_Aim of the task_
Pull every line with "name" from the data below and copy it.

(Beginning of Material supplied)

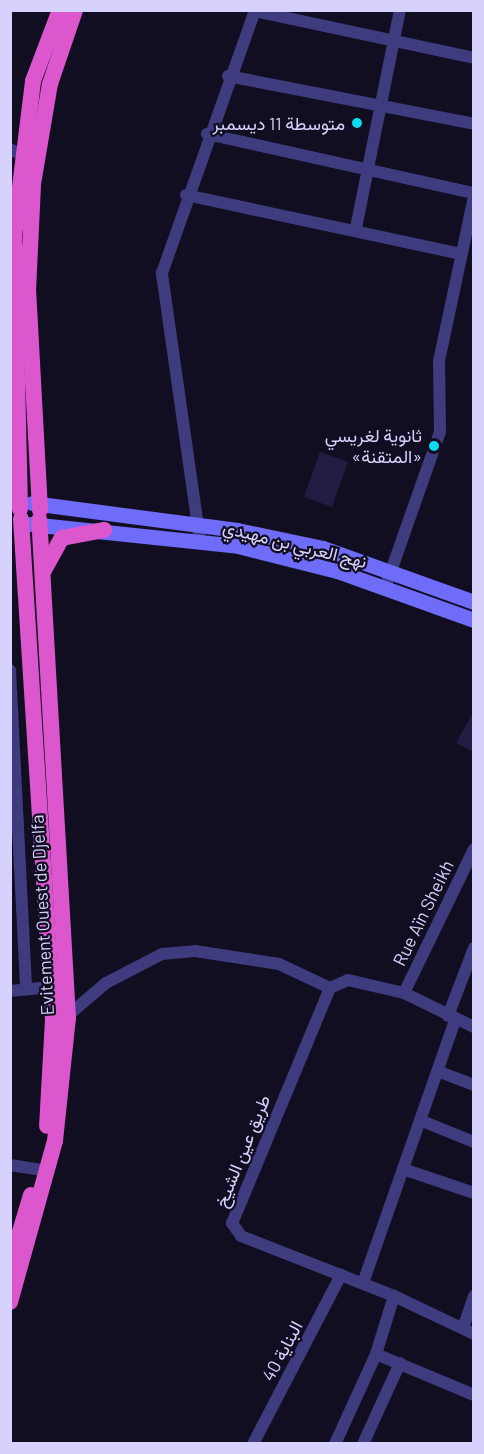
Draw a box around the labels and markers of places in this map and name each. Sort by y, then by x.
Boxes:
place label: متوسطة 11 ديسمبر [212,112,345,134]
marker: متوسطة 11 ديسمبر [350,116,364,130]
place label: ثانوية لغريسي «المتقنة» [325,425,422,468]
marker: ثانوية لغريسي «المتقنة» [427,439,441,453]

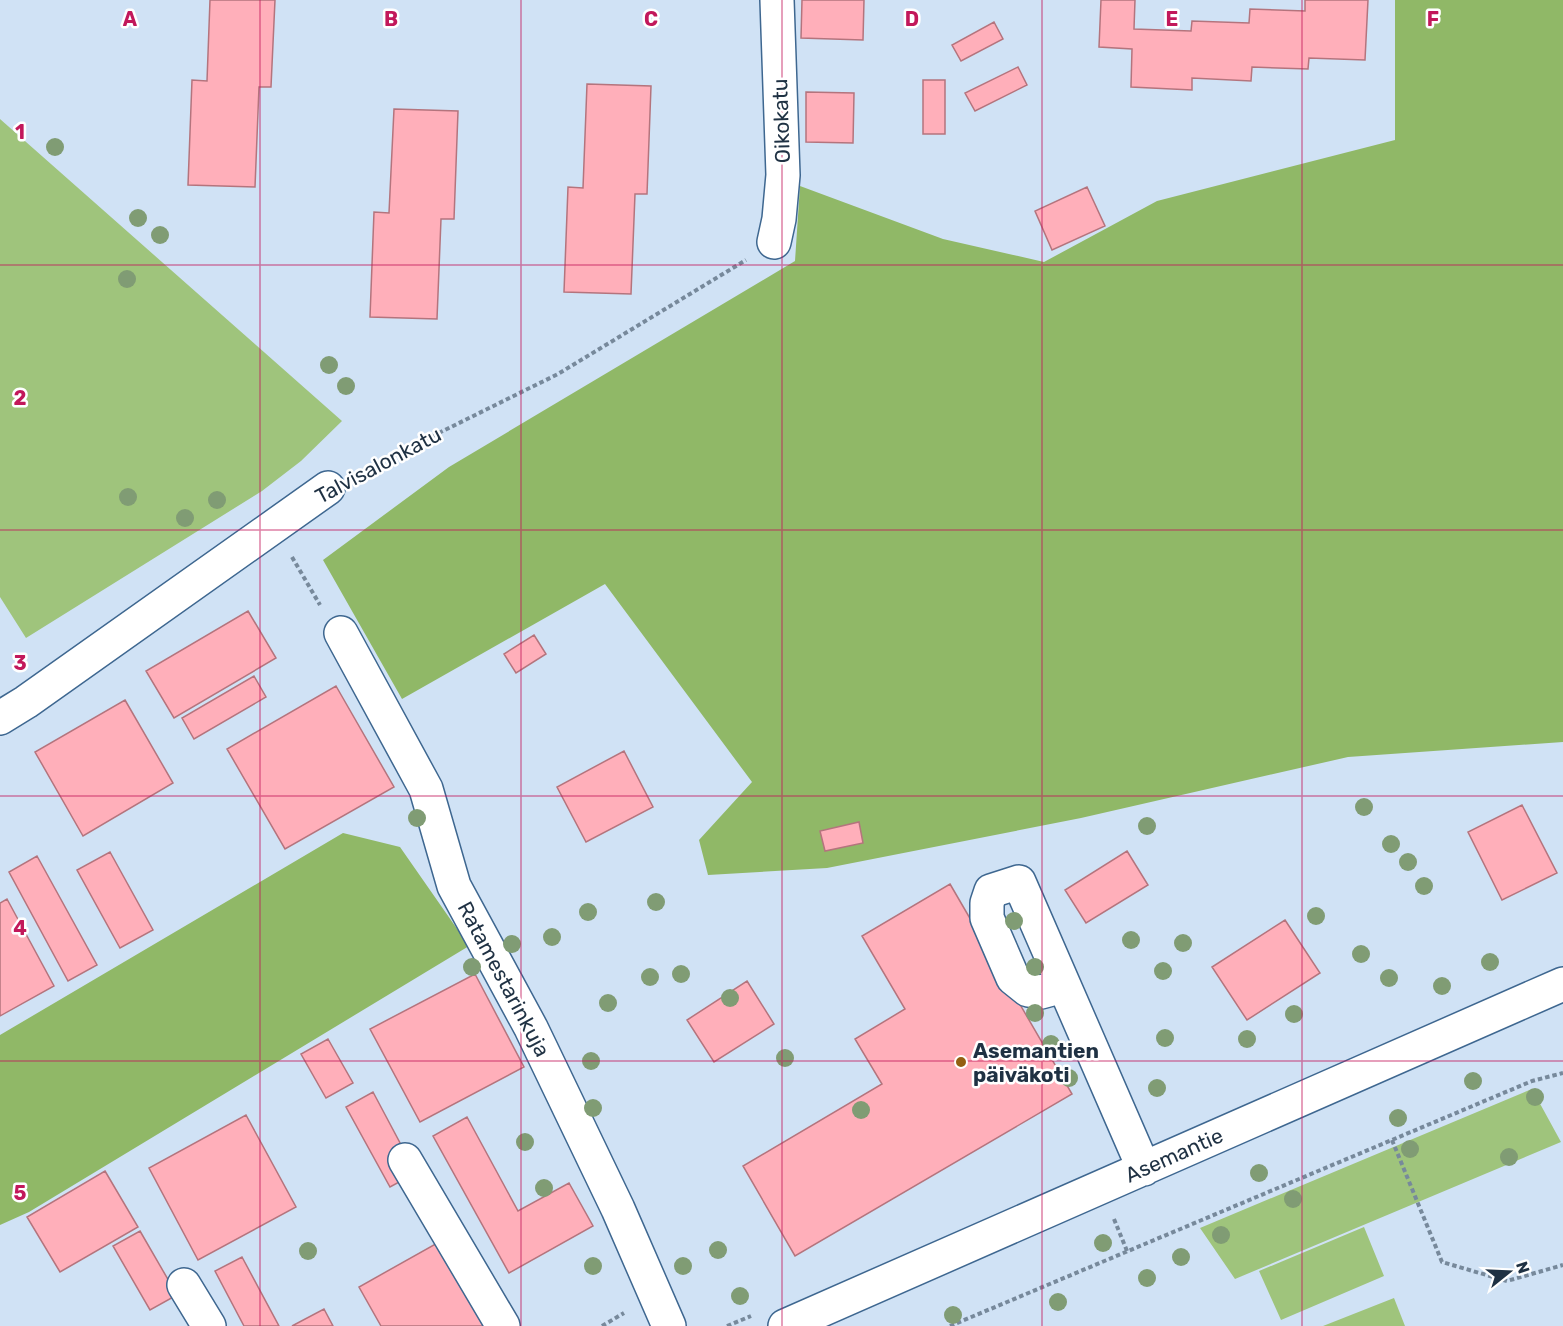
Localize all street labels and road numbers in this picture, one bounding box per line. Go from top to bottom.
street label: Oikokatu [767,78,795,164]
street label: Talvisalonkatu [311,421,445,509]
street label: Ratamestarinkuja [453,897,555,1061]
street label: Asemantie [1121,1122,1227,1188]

(End of Material supplied)
(Beginning of Material supplied)

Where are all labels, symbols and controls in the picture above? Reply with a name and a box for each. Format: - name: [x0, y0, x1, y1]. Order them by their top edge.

(End of Material supplied)

_Answer_
Draw a box around the labels and markers of places in this map and name each. Sort by y, then by x.
Where are all labels, symbols and controls in the picture above? Reply with a name and a box for each. Format: - name: [x0, y0, x1, y1]. Order them by their top edge.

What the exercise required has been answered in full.